Maroc :
Les langues
de la discorde
SOUS LA DIRECTION DE
TOURIYA FILI-TULLON,
UGA EDITIONS 2019.

L’avant-propos de ce livre, rédigé par Kenza Sefrioui, s’intitule « Libérer les langues de la hogra », autrement dit du mépris. Plus que d’une discorde (l’état actuel de la question et notamment après la dernière Constitution qui a officialisé l’amazigh en 2011 et après le débat ces dernières années sur l’introduction ou non des mots de la darija, langue vernaculaire, dans l’enseignement), il s’agit bien effectivement de libérer d’abord toutes les langues usuelles du mépris, et, conséquemment, de libérer les imaginaires qui composent la société marocaine. Amazigh, arabe, français, espagnol ou darija (vernaculaire issu de créolisations vivantes selon les régions), aucune de ces langues n’ assure à elle seule une pleine présence sociale et toutes en dotent, permettant de circuler dans tous les milieux. Mais toutes ne bénéficient pas du même statut ni des mêmes moyens de transmission. Et, là, la question devient une affaire politique et alimente toutes les polémiques, toutes les discordes idéologiques et tous les préjugés qui y affèrent.

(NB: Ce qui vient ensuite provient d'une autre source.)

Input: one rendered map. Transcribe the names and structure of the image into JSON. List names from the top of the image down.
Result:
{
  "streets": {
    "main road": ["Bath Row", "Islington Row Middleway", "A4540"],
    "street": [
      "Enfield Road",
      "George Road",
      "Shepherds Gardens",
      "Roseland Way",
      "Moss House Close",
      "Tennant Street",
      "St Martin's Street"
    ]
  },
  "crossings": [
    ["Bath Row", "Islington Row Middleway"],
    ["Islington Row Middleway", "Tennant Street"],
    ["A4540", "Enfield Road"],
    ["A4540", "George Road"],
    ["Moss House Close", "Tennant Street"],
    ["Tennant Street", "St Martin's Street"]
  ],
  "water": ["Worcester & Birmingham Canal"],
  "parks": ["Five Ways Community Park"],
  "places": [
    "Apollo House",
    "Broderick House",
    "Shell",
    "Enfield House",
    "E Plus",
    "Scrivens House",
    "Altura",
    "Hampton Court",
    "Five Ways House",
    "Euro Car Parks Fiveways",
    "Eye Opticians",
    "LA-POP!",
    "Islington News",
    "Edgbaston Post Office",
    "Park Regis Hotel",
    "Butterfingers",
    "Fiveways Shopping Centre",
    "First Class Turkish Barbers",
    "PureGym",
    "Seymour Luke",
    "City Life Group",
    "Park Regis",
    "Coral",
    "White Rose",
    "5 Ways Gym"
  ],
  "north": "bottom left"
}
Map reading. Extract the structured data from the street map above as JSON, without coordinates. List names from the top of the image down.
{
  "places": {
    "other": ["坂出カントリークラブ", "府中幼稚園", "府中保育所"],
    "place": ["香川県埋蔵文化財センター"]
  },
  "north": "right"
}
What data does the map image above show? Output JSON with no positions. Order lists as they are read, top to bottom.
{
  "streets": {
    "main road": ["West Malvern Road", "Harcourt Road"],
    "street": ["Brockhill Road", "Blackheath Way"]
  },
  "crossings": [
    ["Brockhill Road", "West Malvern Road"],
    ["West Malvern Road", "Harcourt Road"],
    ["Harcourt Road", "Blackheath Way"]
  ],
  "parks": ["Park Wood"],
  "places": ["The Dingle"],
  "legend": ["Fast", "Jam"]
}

Rien de bien surprenant sans doute dans une société à la fois segmentaire et de classes aux intérêts divergents, et aux forts taux de leur « reproduction » sociale.
Les langues, dans leurs usages, deviennent les langages ou les codes de cette reproduction au mépris de la richesse culturelle à laquelle donne cependant lieu cette pluralité linguistique et surtout sans doute d’un réel ancrage émancipateur de la société dans sa propre histoire ! Une histoire longue caractérisée par trois faits essentiels : l’hospitalité de la langue amazigh à toutes les langues qui ont imprégné cette contrée (depuis le punique), la résistance de cette langue à disparaître (malgré le handicap de l’usage réduit de l’écrit) et la lente construction d’une langue commune (la darija). Ce noyau dur de la question linguistique au Maroc donne lui-même la clé anthropologique de son « articulation » : jouer le mieux possible ou équitablement la diversité contre le mépris et l’exclusion, un chantier colossal qui demande une vraie volonté politique et un désir d’émanciper les imaginaires au-delà de la seule dynamique économique.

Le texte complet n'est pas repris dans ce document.